Allison Titus, author of  The Arsonist’s Song Has Nothing to Do with Fire (Etruscan Press, 2014), interviewed by Ruth Awad, at Awad’s blog:


“Life is hard and sad and strange, and also miraculous: why pretend it’s anything else?”



Andrea Dulberger, writing in New Pages, about Crystal Williams’s Detroit As Barn (Lost Horse Press, 2014):


“… a reminder that history is shimmering, that it is not one thing.”




Elizabeth Savage, in Jacket 2, writing about Cynthia Hogue’s In June the Labyrinth (Red Hen Press, 2017):


“…each one of us may be considered a labyrinth walking a labyrinth, a winding and unwinding of losses and recoveries merging as “the timeless stream” of human understanding, not transcendent of time but continually altered by it.”




Kazim Ali, author of The Disappearance of Seth (Etruscan Press, 2009), interviewed by John Fry at the Bright Felon reader’s site:


“I don’t think we experience our lives linearly. Time works forward and backwards.”

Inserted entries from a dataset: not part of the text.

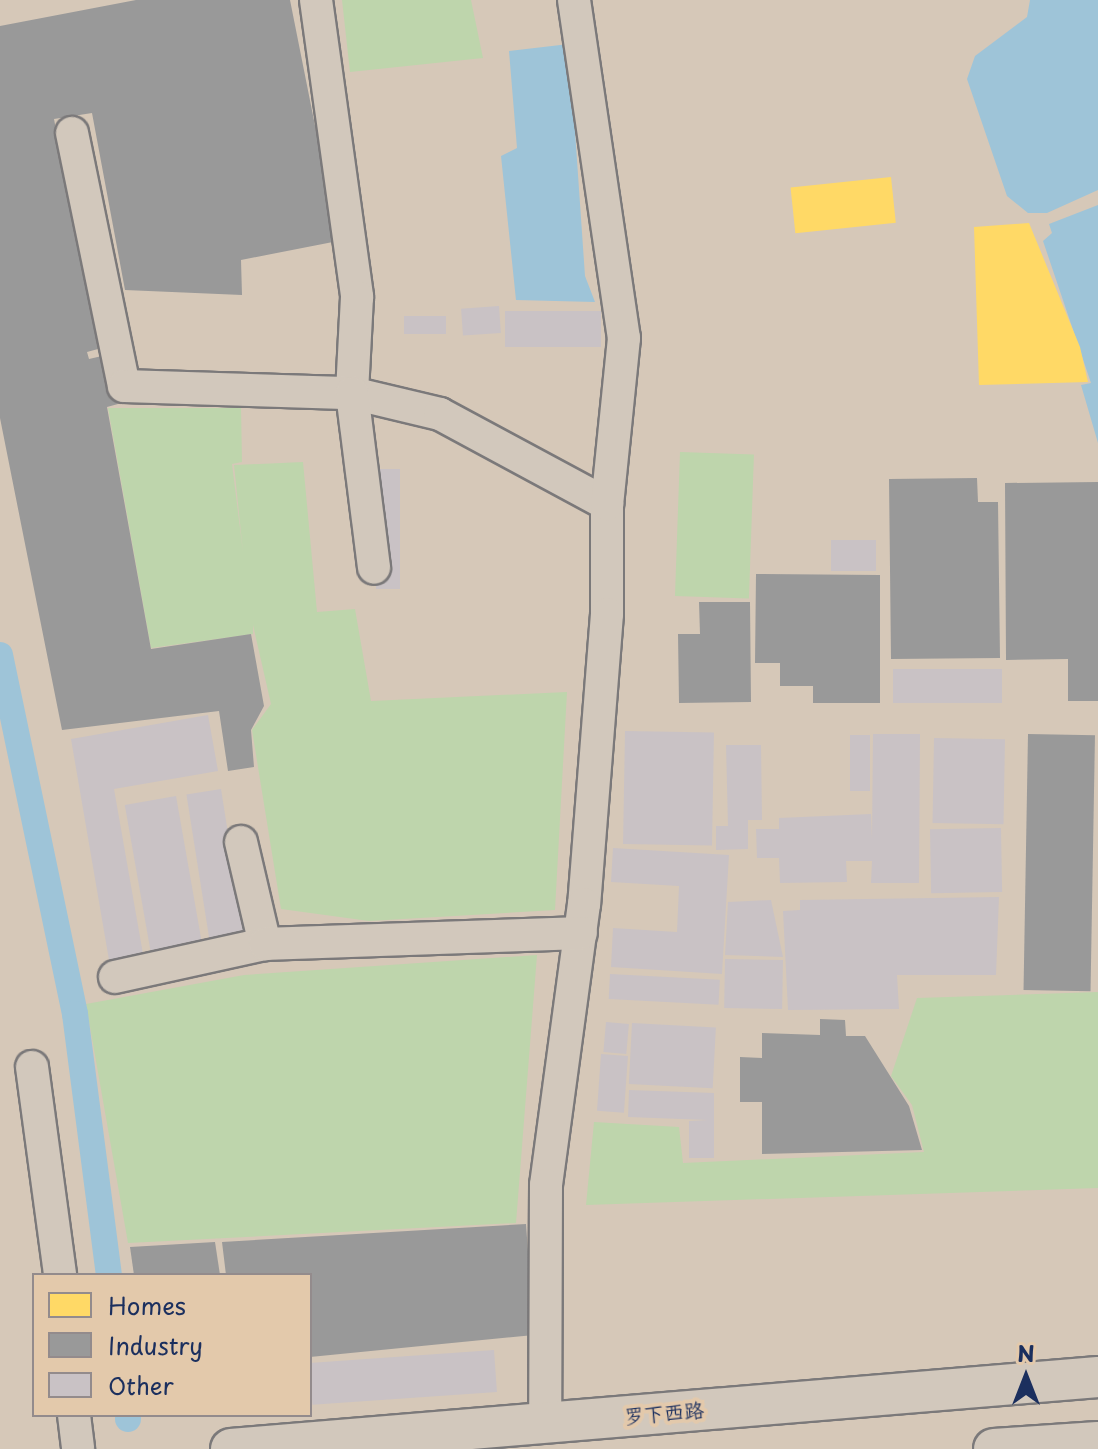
<!DOCTYPE html>
<html>
<head>
<meta charset="utf-8">
<style>
  body { margin:0 }
  #map { position:relative; width:1098px; height:1449px; overflow:hidden; background:#d6c8b8; font-family:"Playpen Sans","LXGW WenKai TC",sans-serif }
  div>[style] { position:absolute }
  .green>* { inset:0; background:#bed5ac; transform-origin:0 0 }
  .water>* { inset:0; background:#9ec4d8 }
  .homes>* { inset:0; background:#ffd966; transform-origin:0 0 }
  .industry>* { inset:0; background:#999; transform-origin:0 0 }
  .canal>* { height:26px; margin:-13px; padding:0 13px; transform-origin:13px; border-radius:13px; background:#9ec4d8 }
  .building>* { inset:0; background:#c9c2c5; transform-origin:0 0 }
  .roads { filter:drop-shadow(2px 0 #7b797a) drop-shadow(-2px 0 #7b797a) drop-shadow(0 2px #7b797a) drop-shadow(0 -2px #7b797a) }
  .minor>* { height:32px; margin:-16px; padding:0 16px; transform-origin:16px; border-radius:16px; background:#d2c8bc }
  .major>* { height:40px; margin:-20px; padding:0 20px; transform-origin:20px; border-radius:20px; background:#d2c8bc }
  span { translate:-50% -50%; white-space:nowrap; text-align:center; line-height:1.15; -webkit-text-stroke:8px #e3c9ab; paint-order:stroke }
  .street-label { font-size:20px; color:#1b2f5e }
  .legend { position:absolute; left:32px; top:1273px; width:280px; height:144px; box-sizing:border-box; background:#e3c9ab; border:2px solid #938b8c; margin:0; padding:10px 14px; list-style:none; font-size:24px; color:#1b2f5e }
  .legend li { display:flex; align-items:center; gap:16px; height:40px }
  .legend b { width:40px; border:2px solid #938b8c }
  .north { position:absolute; left:986px; top:1337px; width:80px; height:80px; -webkit-text-stroke:6px #e3c9ab; paint-order:stroke; rotate:0deg; font-size:22px; font-weight:700; line-height:32px; text-align:center; color:#1b2f5e }
  .north::after { content:''; display:block; margin:auto; width:28px; height:36px; background:#1b2f5e; clip-path:polygon(50% 0,100% 100%,50% 72%,0 100%) }
</style>
</head>
<body>
<div id="map">
  <div class="green">
    <i style="clip-path:polygon(342px 0,471px 0,483px 58px,350px 72px)"></i>
    <i style="clip-path:polygon(108px 408px,241px 408px,242px 462px,232px 464px,243px 552px,234px 465px,303px 462px,317px 612px,355px 609px,371px 701px,567px 692px,555px 910px,369px 921px,281px 909px,252px 730px,271px 704px,253px 625px,253px 634px,151px 648px)"></i>
    <i style="left:680px;top:452px;width:74px;height:144px;rotate:2deg"></i>
    <i style="clip-path:polygon(537px 955px,516px 1223px,128px 1243px,86px 1004px,244px 975px)"></i>
    <i style="clip-path:polygon(1098px 992px,1098px 1188px,586px 1205px,594px 1122px,679px 1127px,683px 1163px,924px 1152px,912px 1105px,891px 1076px,917px 998px)"></i>
  </div>
  <div class="water">
    <i style="clip-path:polygon(1030px 0,1098px 0,1098px 190px,1047px 213px,1028px 213px,1007px 196px,967px 79px,975px 56px,1027px 17px)"></i>
    <i style="clip-path:polygon(569px 44px,585px 276px,595px 302px,516px 300px,501px 156px,517px 148px,509px 51px)"></i>
    <i style="clip-path:polygon(1098px 205px,1098px 443px,1081px 385px,1091px 383px,1043px 241px,1052px 233px,1049px 224px)"></i>
  </div>
  <div class="homes">
    <i style="left:891px;top:177px;width:46px;height:101px;rotate:84deg"></i>
    <i style="clip-path:polygon(1029px 223px,1080px 347px,1088px 382px,979px 385px,974px 227px)"></i>
  </div>
  <div class="industry">
    <i style="clip-path:polygon(136px 0,290px 0,338px 241px,241px 260px,242px 295px,125px 290px,92px 113px,54px 119px,98px 349px,87px 352px,89px 359px,102px 356px,118px 404px,107px 407px,151px 649px,251px 634px,264px 706px,251px 730px,254px 767px,228px 771px,219px 711px,62px 730px,0 418px,0 26px)"></i>
    <i style="clip-path:polygon(977px 478px,978px 502px,998px 502px,1000px 658px,891px 659px,889px 479px)"></i>
    <i style="clip-path:polygon(1098px 482px,1098px 701px,1068px 701px,1068px 659px,1006px 660px,1005px 483px)"></i>
    <i style="clip-path:polygon(756px 574px,880px 575px,880px 703px,813px 703px,813px 686px,780px 686px,780px 663px,755px 663px)"></i>
    <i style="clip-path:polygon(699px 602px,750px 602px,751px 702px,679px 703px,678px 634px,700px 634px)"></i>
    <i style="left:1028px;top:734px;width:67px;height:256px;rotate:1deg"></i>
    <i style="clip-path:polygon(820px 1019px,845px 1020px,846px 1036px,865px 1036px,909px 1106px,922px 1150px,762px 1154px,762px 1102px,740px 1102px,740px 1057px,762px 1058px,762px 1033px,820px 1035px)"></i>
    <i style="clip-path:polygon(526px 1224px,534px 1335px,310px 1357px,310px 1275px,226px 1275px,222px 1242px)"></i>
    <i style="clip-path:polygon(215px 1242px,220px 1275px,134px 1275px,130px 1247px)"></i>
  </div>
  <div class="canal">
    <i style="left:0;top:655px;width:367px;rotate:78.2deg"></i>
    <i style="left:75px;top:1014px;width:263px;rotate:82.6deg"></i>
    <i style="left:128px;top:1415px;width:4px;rotate:90deg"></i>
  </div>
  <div class="building">
    <i style="left:499px;top:306px;width:27px;height:38px;rotate:86deg"></i>
    <i style="left:601px;top:311px;width:36px;height:96px;rotate:90deg"></i>
    <i style="left:446px;top:316px;width:18px;height:42px;rotate:90deg"></i>
    <i style="left:376px;top:469px;width:24px;height:120px"></i>
    <i style="left:831px;top:540px;width:45px;height:31px"></i>
    <i style="left:1002px;top:669px;width:34px;height:109px;rotate:90deg"></i>
    <i style="clip-path:polygon(208px 715px,218px 771px,114px 789px,143px 954px,109px 960px,71px 739px)"></i>
    <i style="left:625px;top:731px;width:89px;height:113px;rotate:1deg"></i>
    <i style="clip-path:polygon(873px 734px,920px 734px,919px 883px,871px 883px,872px 861px,846px 861px,847px 882px,780px 883px,779px 858px,757px 858px,756px 829px,779px 829px,779px 818px,871px 814px,872px 839px)"></i>
    <i style="left:850px;top:735px;width:20px;height:56px"></i>
    <i style="left:934px;top:738px;width:71px;height:85px;rotate:1deg"></i>
    <i style="clip-path:polygon(726px 745px,761px 745px,762px 820px,748px 820px,748px 849px,716px 850px,716px 826px,728px 826px)"></i>
    <i style="left:221px;top:789px;width:152px;height:35px;rotate:81deg"></i>
    <i style="left:176px;top:796px;width:149px;height:52px;rotate:80deg"></i>
    <i style="left:1001px;top:828px;width:64px;height:71px;rotate:89deg"></i>
    <i style="clip-path:polygon(613px 848px,729px 855px,722px 974px,611px 967px,613px 928px,677px 932px,679px 886px,611px 882px)"></i>
    <i style="clip-path:polygon(999px 897px,996px 975px,897px 975px,899px 1009px,788px 1010px,783px 911px,800px 910px,800px 900px)"></i>
    <i style="clip-path:polygon(771px 900px,783px 957px,725px 955px,728px 902px)"></i>
    <i style="left:725px;top:959px;width:58px;height:49px;rotate:1deg"></i>
    <i style="left:610px;top:974px;width:110px;height:25px;rotate:3deg"></i>
    <i style="left:606px;top:1022px;width:23px;height:30px;rotate:5deg"></i>
    <i style="left:632px;top:1023px;width:84px;height:61px;rotate:3deg"></i>
    <i style="left:601px;top:1054px;width:27px;height:57px;rotate:4deg"></i>
    <i style="clip-path:polygon(629px 1090px,714px 1093px,714px 1158px,689px 1158px,689px 1121px,708px 1120px,628px 1117px)"></i>
    <i style="left:494px;top:1350px;width:42px;height:185px;rotate:86deg"></i>
  </div>
  <div class="roads">
    <div class="minor">
      <i style="left:316px;top:0;width:300px;rotate:82.1deg"></i>
      <i style="left:357px;top:297px;width:96px;rotate:93deg"></i>
      <i style="left:352px;top:393px;width:90px;rotate:13.4deg"></i>
      <i style="left:440px;top:414px;width:190px;rotate:28.3deg"></i>
      <i style="left:607px;top:504px;width:110px;rotate:90deg"></i>
      <i style="left:607px;top:614px;width:291px;rotate:94.5deg"></i>
      <i style="left:584px;top:904px;width:284px;rotate:97.7deg"></i>
      <i style="left:546px;top:1185px;width:238px;rotate:90.2deg"></i>
      <i style="left:574px;top:0;width:342px;rotate:81.6deg"></i>
      <i style="left:624px;top:338px;width:167px;rotate:95.8deg"></i>
      <i style="left:72px;top:133px;width:258px;rotate:78.4deg"></i>
      <i style="left:124px;top:386px;width:228px;rotate:1.8deg"></i>
      <i style="left:352px;top:393px;width:176px;rotate:82.8deg"></i>
      <i style="left:241px;top:842px;width:105px;rotate:76.8deg"></i>
      <i style="left:115px;top:977px;width:154px;rotate:-12.4deg"></i>
      <i style="left:265px;top:944px;width:316px;rotate:-2deg"></i>
      <i style="left:32px;top:1067px;width:210px;rotate:82.3deg"></i>
      <i style="left:74px;top:1415px;width:34px;rotate:83deg"></i>
    </div>
    <div class="major">
      <i style="left:231px;top:1449px;width:870px;rotate:-4.75deg"></i>
      <i style="left:994px;top:1449px;width:104px;rotate:-3.9deg"></i>
    </div>
  </div>
  <div class="street-label">
    <span style="left:664px;top:1413px;rotate:-5deg">罗下西路</span>
  </div>
  <ul class="legend">
  <li><b style="height:22px;background:#ffd966"></b>Homes</li>
  <li><b style="height:22px;background:#999"></b>Industry</li>
  <li><b style="height:22px;background:#c9c2c5"></b>Other</li>
  </ul>
  <div class="north">N</div>
</div>
</body>
</html>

Carol Moldaw, author of The Widening (Etruscan Press, 2008), in conversation with Abigail DeWitt in VIDA:


“Is it possible that invention itself, in fiction, is analogous to metaphor in poetry, that fiction writers invent characters and situations the way poets create metaphor?”




Luis Alberto Urrea, author of The House of Broken Angels (Little, Brown, 2018), interviewed by Brianna Goodman on the PEN website:


“I think we as writers are not exactly what the Western culture might tell us: We’re not lone individuals riding into the sunset. I think we are all collective. We are choruses.”




Elizabeth Harris, translator of Antonio Tabucchi’s For Isabel (Archipelago Books, 2017), interviewed in The Massachusetts Review:


“I’d like to make the music that I see fiddlers playing in Chagall paintings.”




Nancy Fumero, in The Rumpus, writing about Andrew Choate’s Stingray Clapping (Insert Blanc Press, 2016):


“… one can completely understand something that makes no sense.”




Patricia Horvath, author of All the Difference (Etruscan Press, 2017), interviewed in Tethered by Letters:


“People are complicated, situations are complicated; it’s essential to try to address them in all their complexity.”